ARCANI

Arcani by Jack HirschmanJack Hirschman
Multimedia Edizioni

by Sarah Fox

Jack Hirschman's Arcani catalogs, like a Book of Shadows, the various significant mysteries and losses collected in a life. Published in Italy, and translated into Italian by Anna Lombardo, Mariella Setzu and Rafaella Marzano, it's a lovely book to hold—as most books produced in Italy tend to be—absent of blurbs or any text whatever on its covers other than the title of the book and the author's name.
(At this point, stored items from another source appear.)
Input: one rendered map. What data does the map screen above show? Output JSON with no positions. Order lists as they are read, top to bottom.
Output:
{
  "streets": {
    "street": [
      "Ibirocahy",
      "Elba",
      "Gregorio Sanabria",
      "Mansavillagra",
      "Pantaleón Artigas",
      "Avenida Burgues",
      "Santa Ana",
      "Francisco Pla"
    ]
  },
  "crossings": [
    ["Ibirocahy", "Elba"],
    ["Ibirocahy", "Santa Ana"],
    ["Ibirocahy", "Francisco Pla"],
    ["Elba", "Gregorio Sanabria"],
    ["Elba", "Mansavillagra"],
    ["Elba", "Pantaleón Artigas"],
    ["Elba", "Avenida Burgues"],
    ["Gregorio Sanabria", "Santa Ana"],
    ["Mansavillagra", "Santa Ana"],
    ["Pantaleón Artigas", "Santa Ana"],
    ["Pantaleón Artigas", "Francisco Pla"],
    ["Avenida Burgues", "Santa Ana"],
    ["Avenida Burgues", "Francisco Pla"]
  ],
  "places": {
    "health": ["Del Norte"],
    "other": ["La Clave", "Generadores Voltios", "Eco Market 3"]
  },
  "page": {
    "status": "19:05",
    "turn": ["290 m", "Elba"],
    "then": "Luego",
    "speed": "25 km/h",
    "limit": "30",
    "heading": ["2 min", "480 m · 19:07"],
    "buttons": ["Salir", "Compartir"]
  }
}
It's not surprising that Hirschman would have such an edition published originally in Italy. He has translated many Italian poets into English, including Ferruccio Brugnaro—whose Fist of Sun, published in 1998, seems especially well-suited to Hirschman's own political and social leanings. Since 1973, Hirschman has lived in San Francisco's North Beach, where he's created The Union of Left Writers, and founded the revolutionary poetry journal Compages. Noted in the author's bio on the book's back flap is also the fact that Hirschman is a member of the Communist Labor Party. However, Arcani is not merely a platform for Hirschman's political urgencies. Among the books finest poems are rambling and intimate elegies, beginning with "The David Arcane" for the author's son who died of leukemia at the age of 25. Peppered with Greek epigraphs apparently the author's own, and vaguely translated in the text of the poem, Hirschman reckons with the terrible fact of his son's non-existence by imagining a finer "life after death"—"light / of this afterlife; / this riff whose bones are tears / and whose spirit still soars." The poem speaks to both author and son, as well as reader, when it says "Please, don't be afraid / if you are / a blade of grass / or a wave / or a tree. / I will sit beside you. / It is the way it is, / the way we be."

Influenced by jazz (his son was a jazz musician) and the spontaneous prosody of the Beats, a typical poem goes several pages, its foundation the apparent intimacy between author and reader as well as author and subject. Other tribute poems include "The Bob Kaufman Arcane," "The Shupsl Arcane" (an elegy for Hirschman's father, "Shabtai Shupsl Stephen Dannemark Yitzhak Hirschman Katzenelson," who spends his last days at "Dr. Drug Hospital, / Concentration Camp, / Guinea-Pig World / Mengele Himmler Hitler. . . two million men six million men women / and children / is One."); "The Pasolini Arcane" and "The Allen Arcane" for the poet Allen Ginsberg ("I stutter against your going, / a masterpiece of what was / necessary for our time. . . ")

Throughout, the book is haunted by the hound of death which it battles with jazz riffs of language, tough memory, and a liberating vernacular. And if nothing else, it's a novel experience to read an American poet's verse published first as an Italian volume, with the English on the left side—an effect that Hirschman surely couldn't help but appreciate.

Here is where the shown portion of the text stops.